• ASSIGNMENT: In the listing below, find the line that contains "context.stroke(path);" and the line that contains "[427,1203,502,1303,473,1326,399,1226,427,1203]". Quote both and every line between them, exactly, and nothing more.
• • • •
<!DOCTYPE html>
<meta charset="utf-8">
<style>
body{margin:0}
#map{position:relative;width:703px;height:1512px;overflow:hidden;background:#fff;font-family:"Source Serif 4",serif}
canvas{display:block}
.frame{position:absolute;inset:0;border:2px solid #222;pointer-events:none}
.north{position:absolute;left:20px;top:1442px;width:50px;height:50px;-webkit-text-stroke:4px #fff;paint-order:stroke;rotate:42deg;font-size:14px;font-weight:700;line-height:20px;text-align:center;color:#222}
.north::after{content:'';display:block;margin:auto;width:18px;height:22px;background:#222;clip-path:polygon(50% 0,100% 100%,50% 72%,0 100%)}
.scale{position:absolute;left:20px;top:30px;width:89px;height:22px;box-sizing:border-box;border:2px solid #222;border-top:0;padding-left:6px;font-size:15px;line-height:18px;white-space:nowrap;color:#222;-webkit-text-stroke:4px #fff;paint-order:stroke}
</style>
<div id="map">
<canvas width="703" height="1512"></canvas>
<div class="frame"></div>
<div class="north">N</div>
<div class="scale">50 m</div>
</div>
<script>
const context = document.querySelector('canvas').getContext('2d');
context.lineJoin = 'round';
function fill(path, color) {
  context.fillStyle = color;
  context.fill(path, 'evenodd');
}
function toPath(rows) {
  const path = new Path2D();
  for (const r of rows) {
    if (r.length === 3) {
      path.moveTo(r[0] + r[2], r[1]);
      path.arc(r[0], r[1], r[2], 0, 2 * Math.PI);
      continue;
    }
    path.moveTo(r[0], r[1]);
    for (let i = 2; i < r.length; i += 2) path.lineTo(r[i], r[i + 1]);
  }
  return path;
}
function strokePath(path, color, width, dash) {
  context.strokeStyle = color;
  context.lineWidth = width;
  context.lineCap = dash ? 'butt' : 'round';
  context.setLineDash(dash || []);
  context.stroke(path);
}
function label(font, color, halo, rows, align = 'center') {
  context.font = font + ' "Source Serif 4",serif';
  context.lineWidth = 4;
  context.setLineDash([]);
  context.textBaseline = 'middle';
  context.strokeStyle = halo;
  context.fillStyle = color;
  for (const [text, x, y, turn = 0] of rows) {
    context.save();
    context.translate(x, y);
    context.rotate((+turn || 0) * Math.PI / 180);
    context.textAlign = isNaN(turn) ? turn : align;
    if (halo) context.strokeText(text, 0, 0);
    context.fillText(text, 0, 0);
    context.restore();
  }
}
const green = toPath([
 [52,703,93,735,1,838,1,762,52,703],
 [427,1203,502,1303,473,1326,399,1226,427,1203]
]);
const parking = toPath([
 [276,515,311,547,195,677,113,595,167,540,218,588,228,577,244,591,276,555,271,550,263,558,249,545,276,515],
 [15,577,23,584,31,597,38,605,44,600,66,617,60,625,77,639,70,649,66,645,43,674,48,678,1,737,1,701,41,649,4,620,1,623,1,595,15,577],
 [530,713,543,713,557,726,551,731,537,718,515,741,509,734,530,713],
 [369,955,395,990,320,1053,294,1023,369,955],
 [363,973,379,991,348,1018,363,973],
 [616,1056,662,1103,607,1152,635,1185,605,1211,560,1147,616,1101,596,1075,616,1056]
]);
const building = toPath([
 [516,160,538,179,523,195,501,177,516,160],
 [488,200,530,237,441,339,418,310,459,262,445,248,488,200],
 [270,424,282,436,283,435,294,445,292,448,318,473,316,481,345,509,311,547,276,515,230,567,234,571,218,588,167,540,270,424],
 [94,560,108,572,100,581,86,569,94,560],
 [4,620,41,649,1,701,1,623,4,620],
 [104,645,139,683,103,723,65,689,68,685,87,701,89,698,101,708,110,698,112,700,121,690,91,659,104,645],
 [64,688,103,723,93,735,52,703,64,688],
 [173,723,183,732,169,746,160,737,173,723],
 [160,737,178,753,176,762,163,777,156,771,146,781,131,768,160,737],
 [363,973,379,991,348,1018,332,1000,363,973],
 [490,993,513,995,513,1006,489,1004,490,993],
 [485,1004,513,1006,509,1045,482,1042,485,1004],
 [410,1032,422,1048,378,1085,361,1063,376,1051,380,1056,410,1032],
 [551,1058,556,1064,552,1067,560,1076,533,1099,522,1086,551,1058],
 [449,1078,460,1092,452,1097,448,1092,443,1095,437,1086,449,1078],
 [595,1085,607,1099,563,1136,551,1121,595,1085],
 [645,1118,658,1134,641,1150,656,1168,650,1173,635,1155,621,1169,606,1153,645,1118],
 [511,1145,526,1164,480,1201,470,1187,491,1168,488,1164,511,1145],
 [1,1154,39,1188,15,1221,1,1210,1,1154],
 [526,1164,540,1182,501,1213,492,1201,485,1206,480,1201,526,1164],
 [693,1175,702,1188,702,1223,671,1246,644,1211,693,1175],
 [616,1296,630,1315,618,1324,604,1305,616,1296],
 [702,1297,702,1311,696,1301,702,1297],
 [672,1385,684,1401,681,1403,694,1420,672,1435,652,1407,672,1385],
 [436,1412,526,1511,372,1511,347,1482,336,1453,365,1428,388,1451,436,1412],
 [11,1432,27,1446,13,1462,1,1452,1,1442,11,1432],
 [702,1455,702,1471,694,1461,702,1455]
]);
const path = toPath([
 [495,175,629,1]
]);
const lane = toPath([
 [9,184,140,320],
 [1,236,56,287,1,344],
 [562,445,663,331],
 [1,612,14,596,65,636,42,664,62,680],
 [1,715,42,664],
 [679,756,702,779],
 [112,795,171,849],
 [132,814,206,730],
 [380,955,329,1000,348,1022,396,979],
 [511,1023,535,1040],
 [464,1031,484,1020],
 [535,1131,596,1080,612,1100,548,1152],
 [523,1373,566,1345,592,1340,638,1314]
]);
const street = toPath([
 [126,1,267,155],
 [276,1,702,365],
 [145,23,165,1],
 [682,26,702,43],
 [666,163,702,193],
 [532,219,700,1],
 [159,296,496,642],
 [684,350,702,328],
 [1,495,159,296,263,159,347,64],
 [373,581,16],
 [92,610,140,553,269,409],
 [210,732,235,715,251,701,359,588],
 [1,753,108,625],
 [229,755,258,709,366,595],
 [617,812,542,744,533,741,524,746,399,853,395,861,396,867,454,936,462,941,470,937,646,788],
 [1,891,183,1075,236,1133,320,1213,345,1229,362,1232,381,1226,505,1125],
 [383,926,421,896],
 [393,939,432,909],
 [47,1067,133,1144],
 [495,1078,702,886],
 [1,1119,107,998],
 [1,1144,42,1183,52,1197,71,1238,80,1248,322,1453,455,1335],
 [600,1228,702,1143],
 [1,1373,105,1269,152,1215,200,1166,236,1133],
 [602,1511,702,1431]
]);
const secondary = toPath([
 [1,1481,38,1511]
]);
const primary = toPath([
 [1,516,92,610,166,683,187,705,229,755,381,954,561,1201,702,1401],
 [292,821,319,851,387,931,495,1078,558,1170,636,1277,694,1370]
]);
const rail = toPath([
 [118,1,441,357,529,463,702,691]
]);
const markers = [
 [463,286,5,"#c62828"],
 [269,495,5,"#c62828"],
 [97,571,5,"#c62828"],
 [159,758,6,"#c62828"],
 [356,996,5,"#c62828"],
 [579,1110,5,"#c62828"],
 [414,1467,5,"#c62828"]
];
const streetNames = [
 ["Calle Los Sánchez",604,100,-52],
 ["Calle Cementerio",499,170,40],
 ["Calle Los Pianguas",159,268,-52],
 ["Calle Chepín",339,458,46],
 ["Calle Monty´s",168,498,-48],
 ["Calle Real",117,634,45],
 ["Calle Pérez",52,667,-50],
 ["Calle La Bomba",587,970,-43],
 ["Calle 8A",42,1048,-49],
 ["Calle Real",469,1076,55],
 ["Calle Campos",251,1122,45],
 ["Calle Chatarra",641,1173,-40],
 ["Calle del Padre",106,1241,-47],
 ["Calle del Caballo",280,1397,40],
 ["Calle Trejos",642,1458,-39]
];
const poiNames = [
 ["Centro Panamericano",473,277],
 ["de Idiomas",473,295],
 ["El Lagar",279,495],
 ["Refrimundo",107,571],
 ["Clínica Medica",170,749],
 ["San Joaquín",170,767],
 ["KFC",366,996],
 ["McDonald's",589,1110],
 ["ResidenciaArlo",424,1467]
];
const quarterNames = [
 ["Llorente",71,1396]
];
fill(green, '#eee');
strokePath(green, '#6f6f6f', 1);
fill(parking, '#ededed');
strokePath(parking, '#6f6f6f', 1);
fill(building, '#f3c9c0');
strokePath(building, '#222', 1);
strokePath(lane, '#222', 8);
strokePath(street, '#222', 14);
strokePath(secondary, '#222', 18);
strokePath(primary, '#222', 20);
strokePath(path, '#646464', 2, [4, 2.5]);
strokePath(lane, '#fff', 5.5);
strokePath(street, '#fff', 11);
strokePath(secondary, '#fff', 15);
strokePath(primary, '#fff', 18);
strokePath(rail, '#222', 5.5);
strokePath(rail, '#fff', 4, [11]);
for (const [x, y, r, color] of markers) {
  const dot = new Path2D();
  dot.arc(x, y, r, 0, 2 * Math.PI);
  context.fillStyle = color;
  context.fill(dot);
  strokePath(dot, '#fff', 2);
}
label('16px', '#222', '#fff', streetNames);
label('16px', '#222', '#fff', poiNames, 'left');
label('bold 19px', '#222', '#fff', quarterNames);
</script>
• • • •
• RESULT FOR THIS EXERCISE:
  context.stroke(path);
}
function label(font, color, halo, rows, align = 'center') {
  context.font = font + ' "Source Serif 4",serif';
  context.lineWidth = 4;
  context.setLineDash([]);
  context.textBaseline = 'middle';
  context.strokeStyle = halo;
  context.fillStyle = color;
  for (const [text, x, y, turn = 0] of rows) {
    context.save();
    context.translate(x, y);
    context.rotate((+turn || 0) * Math.PI / 180);
    context.textAlign = isNaN(turn) ? turn : align;
    if (halo) context.strokeText(text, 0, 0);
    context.fillText(text, 0, 0);
    context.restore();
  }
}
const green = toPath([
 [52,703,93,735,1,838,1,762,52,703],
 [427,1203,502,1303,473,1326,399,1226,427,1203]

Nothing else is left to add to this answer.